#### Source records:
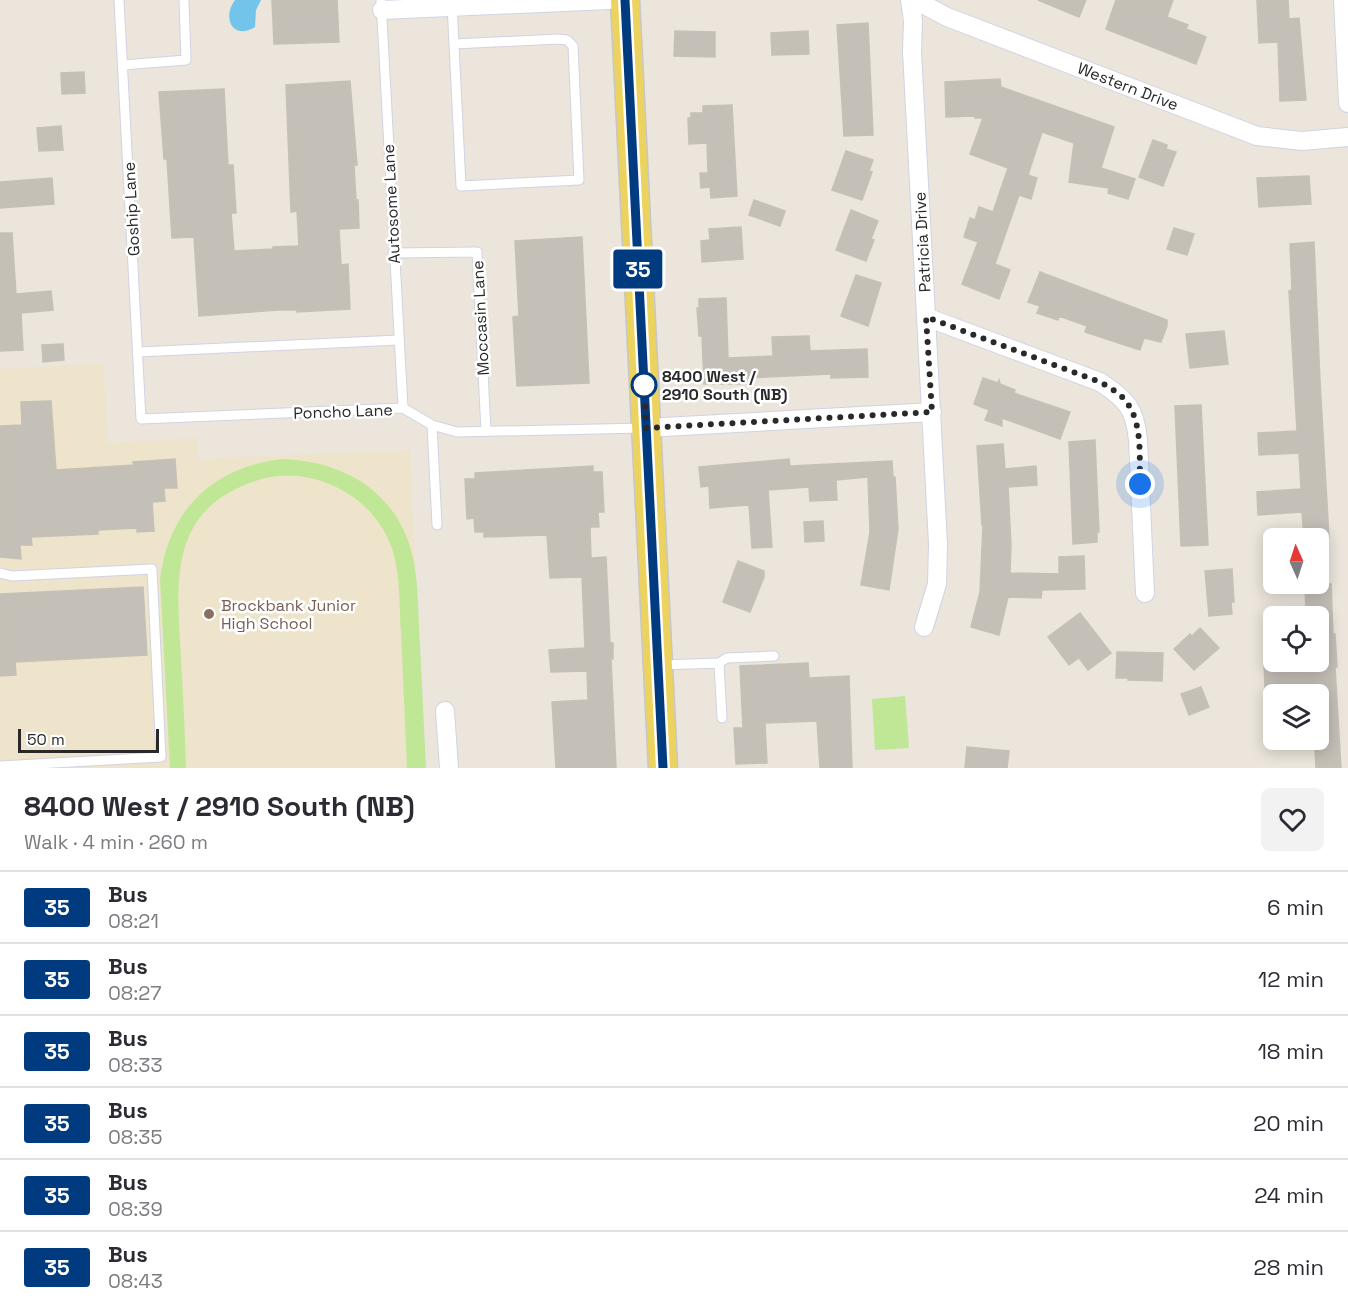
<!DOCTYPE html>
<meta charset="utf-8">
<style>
:root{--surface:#fff;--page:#f2f2f3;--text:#2b2b33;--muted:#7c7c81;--line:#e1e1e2}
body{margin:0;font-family:"Space Grotesk",sans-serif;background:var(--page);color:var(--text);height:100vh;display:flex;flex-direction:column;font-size:22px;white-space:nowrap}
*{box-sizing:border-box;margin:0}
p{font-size:20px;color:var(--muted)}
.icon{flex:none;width:33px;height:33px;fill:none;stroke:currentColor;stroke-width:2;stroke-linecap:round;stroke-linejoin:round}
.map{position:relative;height:768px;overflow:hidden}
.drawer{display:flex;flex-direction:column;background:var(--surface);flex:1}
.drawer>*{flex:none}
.badge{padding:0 12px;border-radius:4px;font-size:21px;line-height:39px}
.needle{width:39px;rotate:357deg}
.controls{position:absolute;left:1263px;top:528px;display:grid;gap:12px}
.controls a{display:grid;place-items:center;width:66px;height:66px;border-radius:9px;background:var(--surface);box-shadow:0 3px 15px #0003;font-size:30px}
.scale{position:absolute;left:18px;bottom:15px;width:141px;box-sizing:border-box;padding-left:6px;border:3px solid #292929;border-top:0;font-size:16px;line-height:21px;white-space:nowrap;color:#292929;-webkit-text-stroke:4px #fff;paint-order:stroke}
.you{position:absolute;width:30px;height:30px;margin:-15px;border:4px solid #fff;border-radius:50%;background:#1a73e8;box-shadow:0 0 0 9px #1a73e833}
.map>.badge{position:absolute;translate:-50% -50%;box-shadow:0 0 0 3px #fff}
.round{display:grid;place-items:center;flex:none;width:63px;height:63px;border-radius:9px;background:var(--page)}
.summary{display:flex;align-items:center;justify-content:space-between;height:102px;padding:0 24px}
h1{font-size:28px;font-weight:700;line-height:45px}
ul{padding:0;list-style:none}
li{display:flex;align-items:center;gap:18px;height:72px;padding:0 24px;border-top:2px solid var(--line)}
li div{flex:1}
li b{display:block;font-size:22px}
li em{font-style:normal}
li .badge{min-width:66px;font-weight:700;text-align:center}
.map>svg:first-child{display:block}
.education{fill:#ede4cb}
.pitch{fill:#c0e796}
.water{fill:#72c4ea}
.building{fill:#c4bfb7;stroke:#c6c1b6;stroke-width:1.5}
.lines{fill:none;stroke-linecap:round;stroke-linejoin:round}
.lane-casing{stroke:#d1d3e2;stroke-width:11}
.street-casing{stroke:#d1d3e2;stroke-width:20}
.primary-casing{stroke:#c7c7c7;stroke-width:31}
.lane{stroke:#fff;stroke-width:9}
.street{stroke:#fff;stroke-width:18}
.primary{stroke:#ecd360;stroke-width:28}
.line-casing{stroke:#fff;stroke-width:14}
.line{stroke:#003b80;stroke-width:9}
.walk{stroke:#292929;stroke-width:6;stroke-dasharray:0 10.8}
.stop-dot{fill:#fff;stroke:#003b80;stroke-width:3}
.education-dot{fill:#8d6e63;stroke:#fff;stroke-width:2}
.labels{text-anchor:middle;stroke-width:5;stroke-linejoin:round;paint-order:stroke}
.street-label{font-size:16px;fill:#292929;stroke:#fff}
.stop-label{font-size:16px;font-weight:bold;fill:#292929;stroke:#fff;text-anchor:start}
.education-label{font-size:16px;fill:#785e54;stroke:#fff;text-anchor:start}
</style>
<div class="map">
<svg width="1348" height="768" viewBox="0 0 1348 768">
<rect width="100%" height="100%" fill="#ebe5dc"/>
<path class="education" d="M103,363L108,443L197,438L198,459L410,450L425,768H0V369Z"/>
<path class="pitch" d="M282,459C345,461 399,493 413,558C419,586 418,616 420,645C422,686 424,727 426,768H407C405,723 403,677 401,632C399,603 401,571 390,543C375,507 342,483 304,477C281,473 259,478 238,488C166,521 178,595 181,659C183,696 185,732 186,768H170L160,579C169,509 213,467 282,459Z
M905,696L909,748L875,750L872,699Z"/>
<path class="water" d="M235,0H261L256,10L255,27C232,41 222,17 235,0Z"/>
<path class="building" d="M272,0H337L339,42L274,44Z
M1038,0H1086L1079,17Z
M1116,0H1173L1167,17L1188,25L1186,29L1206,37L1196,64L1106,29Z
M1257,0H1288L1289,19L1299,18L1306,100L1280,101L1278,42L1259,43Z
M868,23L873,135L844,136L837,25Z
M675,31L715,32V57L674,56Z
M808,31L809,54L772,55L771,33Z
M84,72L85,93L62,94L61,73Z
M1000,79L1001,87L1114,127L1101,168L1135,179L1128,199L1108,193L1109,188L1069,182L1074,143L1042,132L1028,175L1037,178L1031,199L1019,195L995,264L1010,270L999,299L962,284L978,242L964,237L970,218L975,220L979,207L993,212L1008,168L970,154L983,118H975V116L946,117L945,82Z
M350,81L357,165H354L356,200H358L359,228L339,229L341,265L348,264L350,309L297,312V310H278L199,316L194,237L172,238L167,159H164L159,92L224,89L228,165H233L236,213H231L234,251L273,249V247L299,246L297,211L291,212L286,85Z
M732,105L737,196L711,198L710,187L701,188L700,173H708L707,143L689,144L688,118H691V113H703V106Z
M61,126L63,150L39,151L37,128Z
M1153,140L1167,145L1166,149L1176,152L1163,186L1139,177Z
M846,151L873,160L869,171L872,172L862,200L832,190Z
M1309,176L1311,204L1259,207L1257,178Z
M52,178L54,204L0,208V182Z
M754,200L785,211L780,226L749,215Z
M851,210L878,221L871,239L874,240L866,261L836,250Z
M741,227L743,259L702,262L701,241L710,240L709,229Z
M1174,228L1194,234L1187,255L1167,249Z
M0,233H12L16,294L51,291L53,310L21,313L23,350L0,351Z
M582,237L589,383L517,386L513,317L519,316L515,241Z
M1314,242L1320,381L1329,538H1304L1302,512L1258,515L1257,492L1301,489L1299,453L1259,455L1258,433L1297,431L1289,291L1292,290L1290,244Z
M1040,272L1167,320V326L1161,342L1144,338L1140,350L1085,332L1087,326L1059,316L1058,320L1037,313L1040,306L1028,302Z
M856,275L881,283L868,326L841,316Z
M726,298L728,358L773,356L772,337L809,336L810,351L867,349L868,377L831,378V374L747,378V384H704L702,336H699L697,308H699V299Z
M1224,331L1228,364L1190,368L1186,334Z
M63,344L64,360L43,362L42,345Z
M983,378L998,383L999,380L1000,384L1015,390L1014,393L1070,412L1060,439L1002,418V426L985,420L989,410L974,404Z
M51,401L56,470L134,465L133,462L175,459L177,488H164L165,501L152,502L154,531L137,532V528L98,530V534L31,537L32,545H20L21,559L0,557V426L22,425L21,402Z
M1201,405L1208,545L1181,546L1175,406Z
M1095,440L1099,532H1097V542L1073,544L1069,442Z
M1003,444L1005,469L1036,466L1037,485L1008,487L1011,545L1010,573L1059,574V557L1084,556L1085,589L1042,590L1041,598L1008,597L999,635L971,627L980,592L983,525H982L977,446Z
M789,459L790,466L892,461L893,477H895L898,529L889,590L861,585L870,532L868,477L836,480L837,500L810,501L809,487L768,490L772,547L752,548L749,505L710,508L709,486L701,487L699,467Z
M593,466V472H602L604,512H598L599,527H590L591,558L606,557L610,643H613V659H611L616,768H556L552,702L588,700L587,671L551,672L549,650L585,648L582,577L550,578L547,535L484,537V532H475L474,518L467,519L465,479H475V473Z
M823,521L824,541L805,542L804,522Z
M738,561L764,571V577L750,612L723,602Z
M1232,569L1234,602H1231L1232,614L1209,616L1205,571Z
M1305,584H1331L1333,634H1335L1337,667H1335L1341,768H1316L1315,749H1318V694H1310V685L1265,688L1264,663L1318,662V616H1306Z
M143,587L147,655L15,662L16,675L0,676V594Z
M1080,613L1111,653L1088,670L1079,658L1069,665L1048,637Z
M1200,628L1219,648L1194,670L1174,649L1190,634L1192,636Z
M1117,652L1163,653L1162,681L1128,680V678H1116Z
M808,663L809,678L849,676L852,768H820L817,721L765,723L767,763L736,764L734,728H743L740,666Z
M1201,687L1209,707L1189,715L1181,694Z
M967,747L1009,751L1007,768H965Z"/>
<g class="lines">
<g class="lane-casing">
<path id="lane" d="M119,0L141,419L403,408L432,425L457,432L644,428
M381,0L403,408
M452,4L461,186L579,180L573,46L567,40L558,39L454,44
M123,65L186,60L184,0
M393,253L477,252L486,431
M138,352L399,340
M432,425L437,525
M0,573L12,576L152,569L161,757L0,766
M719,663L727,658L774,656
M661,665L719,663L722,718"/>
</g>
<g class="street-casing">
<path id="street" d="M910,0L913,21L912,51L938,544L937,584L924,627
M915,0L947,17L1257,136L1302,141L1348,137
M1343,0L1348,103
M382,10L609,0
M926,317L1100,382C1126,399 1135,408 1138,440L1145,593
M646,428L932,412
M445,711L449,768"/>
</g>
<g class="primary-casing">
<path id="primary" d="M625,0L663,768"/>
</g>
<use href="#lane" class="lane"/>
<use href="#street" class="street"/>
<use href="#primary" class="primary"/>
</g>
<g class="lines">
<g class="line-casing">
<path id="line" d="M625,0L663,768"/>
</g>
<use href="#line" class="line"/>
<path class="walk" d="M644,385L646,428L932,412L926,317L1100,382C1107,386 1114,390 1120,395C1144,416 1139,455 1140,484"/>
</g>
<circle class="stop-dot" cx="644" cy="385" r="12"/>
<circle class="education-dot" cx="209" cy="614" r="6"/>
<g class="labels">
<g class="street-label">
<text transform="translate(1128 86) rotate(21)" y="6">Western Drive</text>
<text transform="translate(391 204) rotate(-93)" y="6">Autosome Lane</text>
<text transform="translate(131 209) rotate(-93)" y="6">Goship Lane</text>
<text transform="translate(922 242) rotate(-93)" y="6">Patricia Drive</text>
<text transform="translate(480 318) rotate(-93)" y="6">Moccasin Lane</text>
<text transform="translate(343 411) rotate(-2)" y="6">Poncho Lane</text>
</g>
<g class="stop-label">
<text x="662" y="382">8400 West /<tspan x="662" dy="18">2910 South (NB)</tspan></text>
</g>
<g class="education-label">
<text x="221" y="611">Brockbank Junior<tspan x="221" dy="18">High School</tspan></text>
</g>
</g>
</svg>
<div class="controls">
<a><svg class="needle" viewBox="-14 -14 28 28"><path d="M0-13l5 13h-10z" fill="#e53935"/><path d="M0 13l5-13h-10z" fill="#7c7c81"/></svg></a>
<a><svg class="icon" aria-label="locate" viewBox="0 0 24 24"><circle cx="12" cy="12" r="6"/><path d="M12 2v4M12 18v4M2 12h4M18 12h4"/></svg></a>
<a><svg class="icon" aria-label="layers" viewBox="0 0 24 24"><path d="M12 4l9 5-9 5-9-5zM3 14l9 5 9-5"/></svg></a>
</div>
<div class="scale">50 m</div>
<div class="you" style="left:1140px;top:484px"></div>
<b class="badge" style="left:638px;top:269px;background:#003b80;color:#fff">35</b>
</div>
<section class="drawer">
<div class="summary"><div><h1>8400 West / 2910 South (NB)</h1><p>Walk · 4 min · 260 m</p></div><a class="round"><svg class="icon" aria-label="heart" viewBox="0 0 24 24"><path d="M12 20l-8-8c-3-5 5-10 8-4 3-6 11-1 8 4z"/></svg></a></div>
<ul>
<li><span class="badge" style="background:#003b80;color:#fff">35</span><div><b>Bus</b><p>08:21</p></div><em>6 min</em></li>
<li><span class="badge" style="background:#003b80;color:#fff">35</span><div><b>Bus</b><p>08:27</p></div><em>12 min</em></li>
<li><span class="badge" style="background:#003b80;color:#fff">35</span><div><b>Bus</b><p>08:33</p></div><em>18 min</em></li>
<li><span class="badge" style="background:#003b80;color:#fff">35</span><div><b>Bus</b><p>08:35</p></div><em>20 min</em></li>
<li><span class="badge" style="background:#003b80;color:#fff">35</span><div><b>Bus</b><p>08:39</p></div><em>24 min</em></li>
<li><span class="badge" style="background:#003b80;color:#fff">35</span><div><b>Bus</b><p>08:43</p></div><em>28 min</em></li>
</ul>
</section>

#### Your objective:
Filter the lines above, keeping each one that contains the string "controls".

#### Written solution:
.controls{position:absolute;left:1263px;top:528px;display:grid;gap:12px}
.controls a{display:grid;place-items:center;width:66px;height:66px;border-radius:9px;background:var(--surface);box-shadow:0 3px 15px #0003;font-size:30px}
<div class="controls">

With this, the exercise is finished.